* _Work request_: Needed from the entries below: every line that holds the word "solid".

* _Listed entries_:
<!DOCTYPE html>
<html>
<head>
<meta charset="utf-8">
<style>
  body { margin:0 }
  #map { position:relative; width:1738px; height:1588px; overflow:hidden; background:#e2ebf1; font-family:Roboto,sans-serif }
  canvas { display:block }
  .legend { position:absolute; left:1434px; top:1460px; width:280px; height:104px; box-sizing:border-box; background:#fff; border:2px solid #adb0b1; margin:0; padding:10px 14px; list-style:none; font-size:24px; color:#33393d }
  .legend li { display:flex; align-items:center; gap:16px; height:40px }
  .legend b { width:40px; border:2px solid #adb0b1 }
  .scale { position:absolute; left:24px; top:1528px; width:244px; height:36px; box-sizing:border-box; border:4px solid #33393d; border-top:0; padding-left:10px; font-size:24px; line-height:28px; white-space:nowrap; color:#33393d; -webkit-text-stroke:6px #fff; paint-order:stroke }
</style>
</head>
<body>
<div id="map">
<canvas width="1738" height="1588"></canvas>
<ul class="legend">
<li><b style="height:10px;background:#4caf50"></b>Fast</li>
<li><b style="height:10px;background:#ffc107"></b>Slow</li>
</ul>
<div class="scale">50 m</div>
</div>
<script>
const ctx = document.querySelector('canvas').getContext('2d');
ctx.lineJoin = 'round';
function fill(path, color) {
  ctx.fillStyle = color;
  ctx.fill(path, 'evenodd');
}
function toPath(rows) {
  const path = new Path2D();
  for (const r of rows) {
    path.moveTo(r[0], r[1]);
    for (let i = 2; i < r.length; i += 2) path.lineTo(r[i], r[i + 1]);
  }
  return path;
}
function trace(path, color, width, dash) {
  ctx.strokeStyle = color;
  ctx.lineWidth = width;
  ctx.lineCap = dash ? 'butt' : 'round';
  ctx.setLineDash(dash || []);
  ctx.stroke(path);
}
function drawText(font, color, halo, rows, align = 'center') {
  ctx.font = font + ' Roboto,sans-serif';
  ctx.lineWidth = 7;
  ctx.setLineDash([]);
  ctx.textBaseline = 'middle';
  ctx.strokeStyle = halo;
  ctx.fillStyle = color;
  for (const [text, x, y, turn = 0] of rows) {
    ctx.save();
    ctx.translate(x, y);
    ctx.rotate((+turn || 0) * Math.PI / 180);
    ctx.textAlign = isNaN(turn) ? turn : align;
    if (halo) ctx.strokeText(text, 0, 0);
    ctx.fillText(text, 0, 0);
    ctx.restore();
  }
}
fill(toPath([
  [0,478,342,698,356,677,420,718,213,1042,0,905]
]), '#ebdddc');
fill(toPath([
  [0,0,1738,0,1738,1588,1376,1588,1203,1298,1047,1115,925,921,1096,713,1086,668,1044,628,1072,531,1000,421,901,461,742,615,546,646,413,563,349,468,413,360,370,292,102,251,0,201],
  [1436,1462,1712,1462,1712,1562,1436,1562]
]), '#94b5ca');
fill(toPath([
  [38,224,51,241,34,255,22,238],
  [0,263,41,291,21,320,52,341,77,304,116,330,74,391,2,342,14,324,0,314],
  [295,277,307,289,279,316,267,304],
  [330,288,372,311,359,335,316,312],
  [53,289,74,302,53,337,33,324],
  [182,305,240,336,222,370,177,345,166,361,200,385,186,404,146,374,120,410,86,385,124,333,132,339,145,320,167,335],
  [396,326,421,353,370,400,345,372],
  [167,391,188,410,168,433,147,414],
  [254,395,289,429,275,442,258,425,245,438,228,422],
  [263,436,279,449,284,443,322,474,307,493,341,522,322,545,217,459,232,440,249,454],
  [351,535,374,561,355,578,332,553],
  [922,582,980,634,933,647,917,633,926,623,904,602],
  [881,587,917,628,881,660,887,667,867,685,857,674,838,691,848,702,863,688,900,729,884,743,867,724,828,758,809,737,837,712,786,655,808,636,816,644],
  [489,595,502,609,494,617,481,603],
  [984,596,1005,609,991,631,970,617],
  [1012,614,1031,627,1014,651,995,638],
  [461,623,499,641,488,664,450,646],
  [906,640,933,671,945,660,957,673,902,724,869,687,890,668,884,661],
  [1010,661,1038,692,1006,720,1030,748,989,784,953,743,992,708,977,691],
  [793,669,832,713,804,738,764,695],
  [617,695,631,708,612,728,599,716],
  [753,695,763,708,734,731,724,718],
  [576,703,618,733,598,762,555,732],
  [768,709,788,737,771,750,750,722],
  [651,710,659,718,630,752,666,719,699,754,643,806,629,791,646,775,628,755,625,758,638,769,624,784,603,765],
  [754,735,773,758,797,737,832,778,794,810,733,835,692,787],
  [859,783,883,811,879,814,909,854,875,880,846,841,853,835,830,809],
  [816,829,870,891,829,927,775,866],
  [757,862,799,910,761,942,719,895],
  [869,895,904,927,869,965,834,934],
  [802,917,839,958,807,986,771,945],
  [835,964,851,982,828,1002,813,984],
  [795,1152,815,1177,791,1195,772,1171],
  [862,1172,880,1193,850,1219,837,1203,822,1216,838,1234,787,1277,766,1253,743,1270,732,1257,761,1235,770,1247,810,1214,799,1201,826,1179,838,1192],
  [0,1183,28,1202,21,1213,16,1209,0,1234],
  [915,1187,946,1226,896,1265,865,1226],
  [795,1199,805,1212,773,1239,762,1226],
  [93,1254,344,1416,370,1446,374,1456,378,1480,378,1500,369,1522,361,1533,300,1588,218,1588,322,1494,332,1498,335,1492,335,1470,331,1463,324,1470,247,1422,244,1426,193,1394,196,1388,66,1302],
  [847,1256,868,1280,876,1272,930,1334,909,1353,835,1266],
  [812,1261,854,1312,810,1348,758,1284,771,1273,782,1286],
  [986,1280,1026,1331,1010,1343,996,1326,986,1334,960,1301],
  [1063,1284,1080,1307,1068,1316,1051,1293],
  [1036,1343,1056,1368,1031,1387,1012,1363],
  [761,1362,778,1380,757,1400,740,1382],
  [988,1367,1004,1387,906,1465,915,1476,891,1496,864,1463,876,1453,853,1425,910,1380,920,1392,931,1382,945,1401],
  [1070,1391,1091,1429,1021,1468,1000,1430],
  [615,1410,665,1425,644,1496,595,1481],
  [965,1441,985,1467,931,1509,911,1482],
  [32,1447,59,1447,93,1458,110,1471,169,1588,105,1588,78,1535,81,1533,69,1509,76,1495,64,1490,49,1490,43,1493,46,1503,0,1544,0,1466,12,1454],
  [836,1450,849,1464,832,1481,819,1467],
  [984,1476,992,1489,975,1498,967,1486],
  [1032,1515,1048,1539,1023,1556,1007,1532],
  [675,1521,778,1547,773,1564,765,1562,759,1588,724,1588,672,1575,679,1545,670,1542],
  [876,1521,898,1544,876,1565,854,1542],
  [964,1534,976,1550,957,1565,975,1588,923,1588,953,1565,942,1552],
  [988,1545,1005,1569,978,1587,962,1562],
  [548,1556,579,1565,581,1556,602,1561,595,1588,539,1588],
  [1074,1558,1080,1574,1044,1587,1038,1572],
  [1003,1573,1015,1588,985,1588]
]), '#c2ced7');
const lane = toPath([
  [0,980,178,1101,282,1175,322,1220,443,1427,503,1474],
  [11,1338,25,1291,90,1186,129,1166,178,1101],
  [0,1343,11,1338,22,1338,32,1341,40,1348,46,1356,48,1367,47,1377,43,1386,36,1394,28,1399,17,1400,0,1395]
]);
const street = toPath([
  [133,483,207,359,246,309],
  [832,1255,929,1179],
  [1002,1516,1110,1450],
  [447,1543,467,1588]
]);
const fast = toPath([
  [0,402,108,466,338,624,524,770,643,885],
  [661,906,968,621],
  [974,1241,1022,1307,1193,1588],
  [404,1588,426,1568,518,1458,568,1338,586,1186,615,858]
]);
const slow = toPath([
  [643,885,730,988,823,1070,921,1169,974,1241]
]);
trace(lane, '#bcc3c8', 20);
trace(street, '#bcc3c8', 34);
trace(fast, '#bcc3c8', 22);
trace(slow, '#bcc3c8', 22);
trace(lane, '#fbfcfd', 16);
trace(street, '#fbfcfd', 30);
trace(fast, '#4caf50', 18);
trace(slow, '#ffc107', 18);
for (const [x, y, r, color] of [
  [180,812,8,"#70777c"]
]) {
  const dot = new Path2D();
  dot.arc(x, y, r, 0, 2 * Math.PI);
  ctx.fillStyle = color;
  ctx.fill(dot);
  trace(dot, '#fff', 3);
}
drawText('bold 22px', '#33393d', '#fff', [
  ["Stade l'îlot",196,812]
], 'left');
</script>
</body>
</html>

==

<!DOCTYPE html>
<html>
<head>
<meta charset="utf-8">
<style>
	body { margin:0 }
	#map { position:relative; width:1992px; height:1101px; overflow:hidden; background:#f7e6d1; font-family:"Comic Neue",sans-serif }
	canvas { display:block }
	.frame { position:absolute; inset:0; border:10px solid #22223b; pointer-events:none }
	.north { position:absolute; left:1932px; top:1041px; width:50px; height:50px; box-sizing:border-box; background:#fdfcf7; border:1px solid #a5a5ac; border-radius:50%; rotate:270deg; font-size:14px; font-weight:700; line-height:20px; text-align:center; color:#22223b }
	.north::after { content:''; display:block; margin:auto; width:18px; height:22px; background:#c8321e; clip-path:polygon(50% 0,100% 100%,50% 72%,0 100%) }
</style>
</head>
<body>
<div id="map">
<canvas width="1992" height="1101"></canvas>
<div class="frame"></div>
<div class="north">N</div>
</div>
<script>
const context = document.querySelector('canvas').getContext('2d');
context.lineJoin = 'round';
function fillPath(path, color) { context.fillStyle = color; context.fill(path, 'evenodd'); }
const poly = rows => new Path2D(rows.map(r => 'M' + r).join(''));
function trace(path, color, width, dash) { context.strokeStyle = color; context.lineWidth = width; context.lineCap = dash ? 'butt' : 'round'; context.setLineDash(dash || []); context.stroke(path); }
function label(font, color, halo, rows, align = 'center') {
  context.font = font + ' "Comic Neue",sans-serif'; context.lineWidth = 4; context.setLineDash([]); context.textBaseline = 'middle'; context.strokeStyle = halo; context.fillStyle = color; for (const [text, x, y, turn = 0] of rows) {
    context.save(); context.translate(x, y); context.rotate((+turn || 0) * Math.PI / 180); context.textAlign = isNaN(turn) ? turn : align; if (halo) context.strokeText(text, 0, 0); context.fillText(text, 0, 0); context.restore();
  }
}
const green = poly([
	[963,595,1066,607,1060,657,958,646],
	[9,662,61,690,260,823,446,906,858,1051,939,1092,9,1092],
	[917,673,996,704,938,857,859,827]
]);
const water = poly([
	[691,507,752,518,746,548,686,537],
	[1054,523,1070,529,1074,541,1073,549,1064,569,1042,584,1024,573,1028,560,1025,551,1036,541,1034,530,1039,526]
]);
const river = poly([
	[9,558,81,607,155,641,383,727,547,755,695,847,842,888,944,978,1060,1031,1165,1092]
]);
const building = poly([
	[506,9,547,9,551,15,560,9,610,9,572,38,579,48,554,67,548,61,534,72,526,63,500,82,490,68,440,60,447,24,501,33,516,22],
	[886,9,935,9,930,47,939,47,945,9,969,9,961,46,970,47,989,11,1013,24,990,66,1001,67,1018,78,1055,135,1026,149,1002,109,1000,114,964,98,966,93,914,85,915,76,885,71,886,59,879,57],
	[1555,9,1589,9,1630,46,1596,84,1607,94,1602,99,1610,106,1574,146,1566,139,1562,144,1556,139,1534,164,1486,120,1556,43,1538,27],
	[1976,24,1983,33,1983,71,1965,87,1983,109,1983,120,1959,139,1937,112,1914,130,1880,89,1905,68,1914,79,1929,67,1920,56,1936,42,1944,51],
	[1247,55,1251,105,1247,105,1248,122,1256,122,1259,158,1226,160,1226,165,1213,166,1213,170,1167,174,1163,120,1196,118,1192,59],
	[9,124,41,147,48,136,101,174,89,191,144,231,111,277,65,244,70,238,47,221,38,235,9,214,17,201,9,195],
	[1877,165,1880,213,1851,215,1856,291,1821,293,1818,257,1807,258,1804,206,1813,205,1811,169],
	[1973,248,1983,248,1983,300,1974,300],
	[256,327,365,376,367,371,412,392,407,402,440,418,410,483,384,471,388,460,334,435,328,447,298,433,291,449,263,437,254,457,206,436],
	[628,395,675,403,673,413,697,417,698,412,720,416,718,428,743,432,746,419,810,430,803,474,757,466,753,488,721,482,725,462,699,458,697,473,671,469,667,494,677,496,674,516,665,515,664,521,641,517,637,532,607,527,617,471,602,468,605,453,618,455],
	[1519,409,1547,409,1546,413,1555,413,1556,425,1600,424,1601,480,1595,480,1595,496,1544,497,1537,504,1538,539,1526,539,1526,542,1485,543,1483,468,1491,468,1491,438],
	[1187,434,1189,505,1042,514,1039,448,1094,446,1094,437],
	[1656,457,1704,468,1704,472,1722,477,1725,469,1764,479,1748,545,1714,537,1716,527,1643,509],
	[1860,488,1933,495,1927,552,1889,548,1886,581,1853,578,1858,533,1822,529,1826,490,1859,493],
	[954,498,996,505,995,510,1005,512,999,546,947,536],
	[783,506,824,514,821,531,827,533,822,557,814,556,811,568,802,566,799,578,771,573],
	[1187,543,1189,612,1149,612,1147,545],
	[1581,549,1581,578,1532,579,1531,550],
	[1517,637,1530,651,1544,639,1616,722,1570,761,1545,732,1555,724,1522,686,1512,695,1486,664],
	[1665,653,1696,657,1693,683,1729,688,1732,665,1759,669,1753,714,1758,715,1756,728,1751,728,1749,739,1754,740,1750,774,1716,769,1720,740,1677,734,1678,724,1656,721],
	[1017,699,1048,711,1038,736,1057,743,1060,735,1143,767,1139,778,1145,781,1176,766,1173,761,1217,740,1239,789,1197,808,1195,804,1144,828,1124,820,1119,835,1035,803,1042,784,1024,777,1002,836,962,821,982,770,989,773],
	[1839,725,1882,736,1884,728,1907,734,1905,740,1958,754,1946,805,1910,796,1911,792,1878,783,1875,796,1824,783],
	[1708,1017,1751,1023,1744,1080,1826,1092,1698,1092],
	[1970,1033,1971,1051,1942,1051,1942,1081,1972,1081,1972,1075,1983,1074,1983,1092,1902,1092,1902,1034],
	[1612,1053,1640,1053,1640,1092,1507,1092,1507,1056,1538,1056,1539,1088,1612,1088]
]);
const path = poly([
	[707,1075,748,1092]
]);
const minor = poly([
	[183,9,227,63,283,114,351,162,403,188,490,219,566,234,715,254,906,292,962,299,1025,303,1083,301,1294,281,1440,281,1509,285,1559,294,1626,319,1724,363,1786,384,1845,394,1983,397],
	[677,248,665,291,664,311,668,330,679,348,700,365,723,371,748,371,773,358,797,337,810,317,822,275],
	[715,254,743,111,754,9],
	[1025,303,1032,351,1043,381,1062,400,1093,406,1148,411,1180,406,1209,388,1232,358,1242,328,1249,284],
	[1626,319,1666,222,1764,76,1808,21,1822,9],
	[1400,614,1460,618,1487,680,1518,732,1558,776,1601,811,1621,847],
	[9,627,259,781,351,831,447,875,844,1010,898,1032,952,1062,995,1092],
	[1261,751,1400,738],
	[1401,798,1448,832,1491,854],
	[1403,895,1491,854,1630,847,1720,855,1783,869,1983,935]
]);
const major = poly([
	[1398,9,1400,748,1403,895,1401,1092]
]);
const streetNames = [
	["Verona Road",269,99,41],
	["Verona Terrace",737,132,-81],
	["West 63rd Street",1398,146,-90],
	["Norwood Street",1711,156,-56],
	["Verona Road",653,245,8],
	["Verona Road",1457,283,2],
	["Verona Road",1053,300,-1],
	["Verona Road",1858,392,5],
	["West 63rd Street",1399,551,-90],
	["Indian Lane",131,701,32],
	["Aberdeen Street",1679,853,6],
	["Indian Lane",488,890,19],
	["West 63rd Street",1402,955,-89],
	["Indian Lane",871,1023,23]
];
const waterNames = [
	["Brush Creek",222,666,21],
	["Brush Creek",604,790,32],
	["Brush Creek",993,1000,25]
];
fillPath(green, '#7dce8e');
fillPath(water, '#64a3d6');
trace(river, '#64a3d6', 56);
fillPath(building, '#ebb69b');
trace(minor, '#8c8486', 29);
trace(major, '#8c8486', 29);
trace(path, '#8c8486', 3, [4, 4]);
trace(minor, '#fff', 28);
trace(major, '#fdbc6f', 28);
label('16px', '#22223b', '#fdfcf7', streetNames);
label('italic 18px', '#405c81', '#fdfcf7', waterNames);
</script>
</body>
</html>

* _Your solution_:
  .legend { position:absolute; left:1434px; top:1460px; width:280px; height:104px; box-sizing:border-box; background:#fff; border:2px solid #adb0b1; margin:0; padding:10px 14px; list-style:none; font-size:24px; color:#33393d }
  .legend b { width:40px; border:2px solid #adb0b1 }
  .scale { position:absolute; left:24px; top:1528px; width:244px; height:36px; box-sizing:border-box; border:4px solid #33393d; border-top:0; padding-left:10px; font-size:24px; line-height:28px; white-space:nowrap; color:#33393d; -webkit-text-stroke:6px #fff; paint-order:stroke }
	.frame { position:absolute; inset:0; border:10px solid #22223b; pointer-events:none }
	.north { position:absolute; left:1932px; top:1041px; width:50px; height:50px; box-sizing:border-box; background:#fdfcf7; border:1px solid #a5a5ac; border-radius:50%; rotate:270deg; font-size:14px; font-weight:700; line-height:20px; text-align:center; color:#22223b }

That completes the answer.